A narrow reading of the circuit court's order in this case supports Lynn's argument. The order states that the statutory provisions "would lead to an unconstitutional result in the instant case." We must look, however, to the effect of the circuit court's order to determine whether the order actually declared the statutory provisions unconstitutional on their face. See Doe v. Gainer, 162 Ill. 2d 15, 18, 204 Ill. Dec. 652, 642 N.E.2d 114 (1994). If the effect of the circuit court's order was to declare a statute unconstitutional on its face, this court has jurisdiction under Rule 302(a)(1). See Doe, 162 Ill. 2d at 18 (although circuit court's order stated that statute was unconstitutional "as applied" to the plaintiff, effect of order was to declare provision unconstitutional on its face and jurisdiction under Rule 302(a)(1) was proper); First of America Bank, Rockford, N.A. v. Netsch, 166 Ill. 2d 165, 169, 209 Ill. Dec. 657, 651 N.E.2d 1105 (1995) (this court assumed jurisdiction under Rule 302(a)(1) of appeal from circuit court order which held that certain statutory provisions were unconstitutional "as applied" to the plaintiff); People v. Roos, 118 Ill. 2d 203, 113 Ill. Dec. 81, 514 N.E.2d 993 (1987) (this court assumed jurisdiction under Rule 302(a)(1) of appeal from circuit court order which held that a statute was unconstitutional "as applied" to the practice of acupuncture); Miller v. Lockett, 98 Ill. 2d 478, 479-80, 75 Ill. Dec. 224, 457 N.E.2d 14 (1983) (this court held that jurisdiction was proper under Rule 302(a)(1) even though the circuit court did not directly state that the statute was unconstitutional because it appeared from the order that the circuit court found the statute invalid); Sommer v. Village of Glenview, 79 Ill. 2d 383, 385-86, 38 Ill. Dec. 170, 403 N.E.2d 258 (1980) (this court held that it had jurisdiction under Rule 302(a)(1) of appeal from circuit court order which stated only that a particular statutory provision could not be applied to home rule units because, in effect, the circuit court order necessarily held that the statutory provision was unconstitutional as applied to home rule units).

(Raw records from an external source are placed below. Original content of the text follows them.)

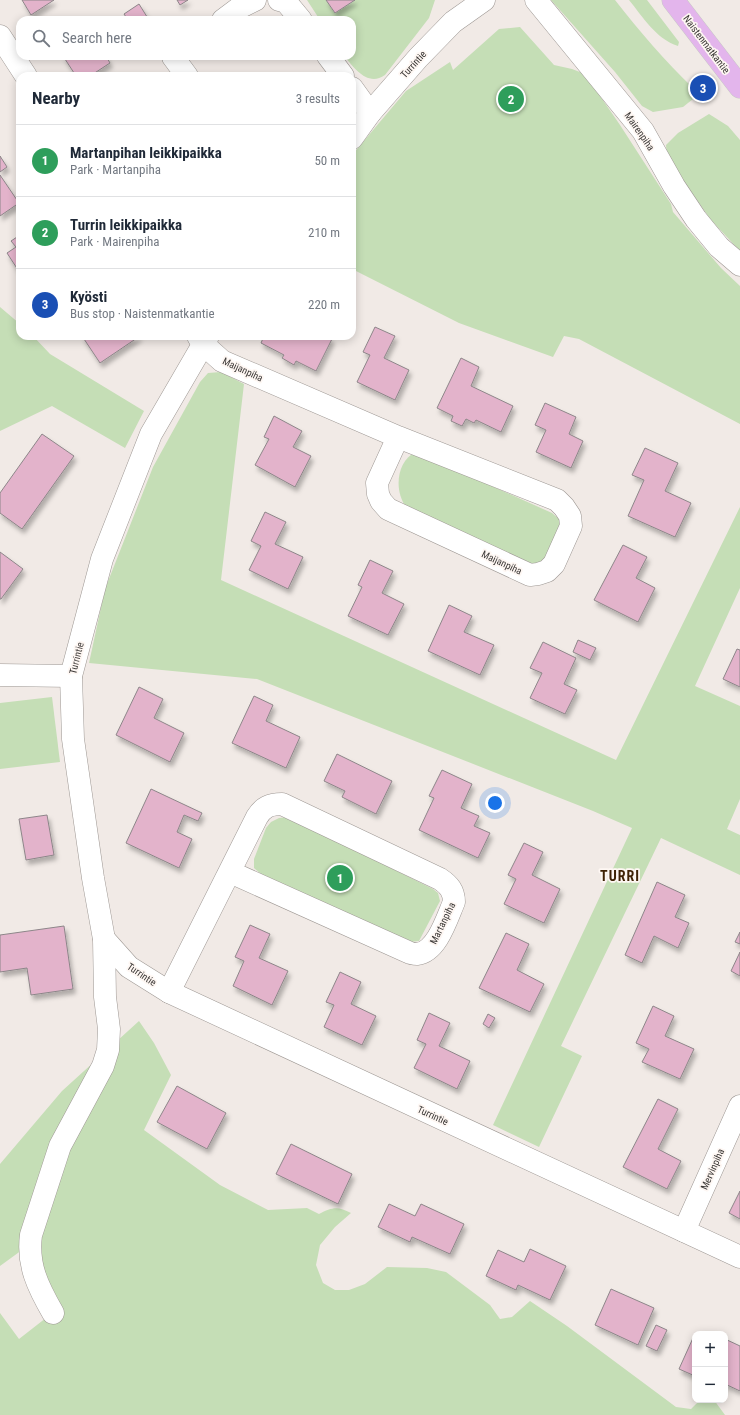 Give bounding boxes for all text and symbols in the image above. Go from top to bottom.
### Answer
street label: Naistenmatkantie [681,13,732,76]
search box [16,16,356,60]
icon: search [30,27,52,49]
text: Search here [62,29,132,47]
street label: Turrintie [398,48,429,80]
pin: 3 [690,73,716,103]
pin: 2 [498,84,524,114]
text: Nearby [32,88,80,108]
text: 3 results [296,91,340,106]
street label: Mairenpiha [622,110,657,153]
text: Martanpihan leikkipaikka [70,144,222,162]
text: 1 [42,153,48,168]
text: 50 m [314,153,340,168]
text: Park · Martanpiha [70,162,161,177]
text: Turrin leikkipaikka [70,216,182,234]
text: 2 [42,225,48,240]
text: 210 m [308,225,340,240]
text: Park · Mairenpiha [70,234,159,249]
text: Kyösti [70,288,107,306]
text: 3 [42,297,48,312]
text: 220 m [308,297,340,312]
text: Bus stop · Naistenmatkantie [70,306,215,321]
street label: Maijanpiha [221,355,265,384]
street label: Maijanpiha [480,548,524,577]
street label: Turrintie [67,641,86,675]
your location [485,793,505,813]
pin: 1 [327,863,353,893]
district label: TURRI [600,868,640,884]
street label: Martanpiha [428,900,457,946]
street label: Turrintie [125,961,159,988]
street label: Turrintie [416,1104,450,1127]
street label: Mervinpiha [699,1147,726,1191]
map controls [692,1331,728,1403]
button: + [692,1331,728,1367]
button: − [692,1367,728,1403]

The Department asserts that the effect of the circuit court's order was to declare sections 10-1 and 10-10 of the Public Aid Code, in part, unconstitutional on their face. We agree. The circuit court ruled that sections 10-1 and 10-10 of the Public Aid Code were unconstitutional as applied to Larry because, in the court's opinion, Larry earned $40,000 per year and therefore was capable of pursuing child support enforcement services without the Department's assistance. *fn1 As we discuss in detail later in this opinion, however, sections 10-1 and 10-10 clearly grant the Department the discretion to provide child support enforcement services to any individual who applies for them, regardless of that individual's financial capability to pursue enforcement privately. Thus, Larry is within the class of recipients contemplated by the statutory provisions. The trial court's ruling that the provisions are unconstitutional as applied to Larry is therefore, in effect, a ruling that the provisions are unconstitutional to the extent they allow application to Larry and others who are "financially capable." In effect, the circuit court declared portions of sections 10-1 and 10-10 unconstitutional on their face. We therefore have jurisdiction pursuant to Rule 302(a)(1).

Constitutionality

We now turn to the substantive issue in this case: whether sections 10-1 and 10-10 of the Public Aid Code, in allowing the Department the discretion to provide child support enforcement services to an individual who may be financially capable of pursuing enforcement privately, serve a public purpose within the meaning of article VIII, section 1, of the Illinois Constitution. The argument that these provisions violate the separation of powers doctrine has not been raised in this court.

It is well established that legislative enactments enjoy a heavy presumption of constitutionality. People ex rel. Sheppard v. Money, 124 Ill. 2d 265, 272, 124 Ill. Dec. 561, 529 N.E.2d 542 (1988); County of Kane v. Carlson, 116 Ill. 2d 186, 216, 107 Ill. Dec. 569, 507 N.E.2d 482 (1987). The party challenging the constitutionality of a statute has the burden of clearly establishing its invalidity. People v. Adams, 149 Ill. 2d 331, 338, 173 Ill. Dec. 600, 597 N.E.2d 574 (1992); Bernier v. Burris, 113 Ill. 2d 219, 227, 100 Ill. Dec. 585, 497 N.E.2d 763 (1986). Courts have a duty to sustain legislation whenever possible and resolve all doubts in favor of constitutional validity. Adams, 149 Ill. 2d at 338; Sheppard, 124 Ill. 2d at 272.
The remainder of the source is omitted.